Like other processor registers, the PC may be a bank of binary latches, each one representing one bit of the value of the PC. The number of bits (the width of the PC) relates to the processor architecture. For instance, a “32-bit” CPU may use 32 bits to be able to address 2^{32} units of memory. On some processors, the width of the program counter instead depends on the addressable memory; for example, some AVR microcontrollers have a PC which wraps around after 12 bits.

If the PC is a binary counter, it may increment when a pulse is applied to its COUNT UP input, or the CPU may compute some other value and load it into the PC by a pulse to its LOAD input.

To identify the current instruction, the PC may be combined with other registers that identify a segment or page. This approach permits a PC with fewer bits by assuming that most memory units of interest are within the current vicinity.

== Consequences in machine architecture ==
Use of a PC that normally increments assumes that what a computer does is execute a usually linear sequence of instructions. Such a PC is central to the von Neumann architecture. Thus programmers write a sequential control flow even for algorithms that do not have to be sequential. The resulting “von Neumann bottleneck” led to research into parallel computing, including non-von Neumann or dataflow models that did not use a PC; for example, rather than specifying sequential steps, the high-level programmer might specify desired function and the low-level programmer might specify this using combinatory logic.

This research also led to ways to making conventional, PC-based, CPUs run faster, including:

- Pipelining, in which different hardware in the CPU executes different phases of multiple instructions simultaneously.
- The very long instruction word (VLIW) architecture, where a single instruction can achieve multiple effects.
- Techniques to predict out-of-order execution and prepare subsequent instructions for execution outside the regular sequence.
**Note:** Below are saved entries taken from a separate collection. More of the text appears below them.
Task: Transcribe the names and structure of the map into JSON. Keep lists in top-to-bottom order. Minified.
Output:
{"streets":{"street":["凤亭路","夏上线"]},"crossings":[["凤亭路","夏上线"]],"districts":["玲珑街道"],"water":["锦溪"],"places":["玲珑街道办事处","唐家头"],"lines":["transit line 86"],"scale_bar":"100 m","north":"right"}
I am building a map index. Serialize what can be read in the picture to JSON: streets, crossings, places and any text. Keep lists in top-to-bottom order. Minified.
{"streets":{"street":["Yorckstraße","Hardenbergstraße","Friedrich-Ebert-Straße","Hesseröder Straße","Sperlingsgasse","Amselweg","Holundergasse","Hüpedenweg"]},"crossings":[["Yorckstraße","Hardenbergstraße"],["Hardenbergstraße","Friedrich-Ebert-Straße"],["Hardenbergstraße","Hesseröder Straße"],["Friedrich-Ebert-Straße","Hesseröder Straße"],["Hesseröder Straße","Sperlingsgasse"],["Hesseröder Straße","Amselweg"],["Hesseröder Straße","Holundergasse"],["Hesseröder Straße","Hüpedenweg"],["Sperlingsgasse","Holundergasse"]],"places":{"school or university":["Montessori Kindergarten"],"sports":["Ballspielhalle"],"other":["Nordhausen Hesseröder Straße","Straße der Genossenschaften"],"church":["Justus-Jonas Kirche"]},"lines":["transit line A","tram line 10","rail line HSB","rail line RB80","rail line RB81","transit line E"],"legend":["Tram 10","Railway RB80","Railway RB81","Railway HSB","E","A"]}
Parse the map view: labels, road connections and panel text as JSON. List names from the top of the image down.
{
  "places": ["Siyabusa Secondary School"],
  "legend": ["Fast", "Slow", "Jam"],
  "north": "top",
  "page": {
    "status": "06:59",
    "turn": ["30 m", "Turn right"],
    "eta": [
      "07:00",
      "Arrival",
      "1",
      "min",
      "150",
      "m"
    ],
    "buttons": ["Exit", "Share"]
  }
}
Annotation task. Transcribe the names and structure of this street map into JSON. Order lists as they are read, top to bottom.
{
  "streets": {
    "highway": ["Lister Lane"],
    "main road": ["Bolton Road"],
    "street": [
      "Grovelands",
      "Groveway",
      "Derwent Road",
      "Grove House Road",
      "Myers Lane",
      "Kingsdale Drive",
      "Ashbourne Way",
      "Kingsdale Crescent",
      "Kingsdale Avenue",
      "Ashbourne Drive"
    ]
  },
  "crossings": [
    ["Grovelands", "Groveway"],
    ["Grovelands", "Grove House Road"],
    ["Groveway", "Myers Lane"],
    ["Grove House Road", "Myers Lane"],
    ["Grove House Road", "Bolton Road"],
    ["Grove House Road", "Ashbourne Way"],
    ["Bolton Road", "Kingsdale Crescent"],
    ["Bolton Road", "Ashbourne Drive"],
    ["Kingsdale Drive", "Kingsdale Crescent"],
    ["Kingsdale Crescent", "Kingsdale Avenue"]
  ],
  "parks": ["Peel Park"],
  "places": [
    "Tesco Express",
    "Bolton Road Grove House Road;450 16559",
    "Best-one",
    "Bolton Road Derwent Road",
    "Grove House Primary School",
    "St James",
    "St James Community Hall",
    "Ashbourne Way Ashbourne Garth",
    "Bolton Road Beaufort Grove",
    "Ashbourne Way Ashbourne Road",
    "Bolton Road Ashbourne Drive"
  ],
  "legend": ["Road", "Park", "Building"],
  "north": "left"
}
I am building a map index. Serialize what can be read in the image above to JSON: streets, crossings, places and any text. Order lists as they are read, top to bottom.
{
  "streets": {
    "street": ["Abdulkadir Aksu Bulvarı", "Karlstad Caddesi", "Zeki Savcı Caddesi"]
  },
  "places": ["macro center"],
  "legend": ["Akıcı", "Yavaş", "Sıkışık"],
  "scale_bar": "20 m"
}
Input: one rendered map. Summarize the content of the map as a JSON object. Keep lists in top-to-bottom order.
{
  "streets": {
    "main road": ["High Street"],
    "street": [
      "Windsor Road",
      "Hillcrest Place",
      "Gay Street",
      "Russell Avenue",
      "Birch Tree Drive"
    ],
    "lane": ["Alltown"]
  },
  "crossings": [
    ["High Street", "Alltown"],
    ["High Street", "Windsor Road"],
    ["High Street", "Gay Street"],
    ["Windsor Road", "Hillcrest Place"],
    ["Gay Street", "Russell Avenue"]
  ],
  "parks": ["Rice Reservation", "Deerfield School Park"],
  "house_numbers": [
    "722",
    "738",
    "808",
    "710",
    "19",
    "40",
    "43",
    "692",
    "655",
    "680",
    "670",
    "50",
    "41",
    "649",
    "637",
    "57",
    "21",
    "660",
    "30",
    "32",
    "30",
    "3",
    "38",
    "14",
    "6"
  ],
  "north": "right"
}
== Consequences in high-level programming ==
Modern high-level programming languages still follow the sequential-execution model and, indeed, a common way of identifying programming errors is with a “procedure execution” in which the programmer's finger identifies the point of execution as a PC would. The high-level language is essentially the machine language of a virtual machine, too complex to be built as hardware but instead emulated or interpreted by software.

However, new programming models transcend sequential-execution programming:

- When writing a multi-threaded program, the programmer may write each thread as a sequence of instructions without specifying the timing of any instruction relative to instructions in other threads.
- In event-driven programming, the programmer may write sequences of instructions to respond to events without specifying an overall sequence for the program.
- In dataflow programming, the programmer may write each section of a computing pipeline without specifying the timing relative to other sections.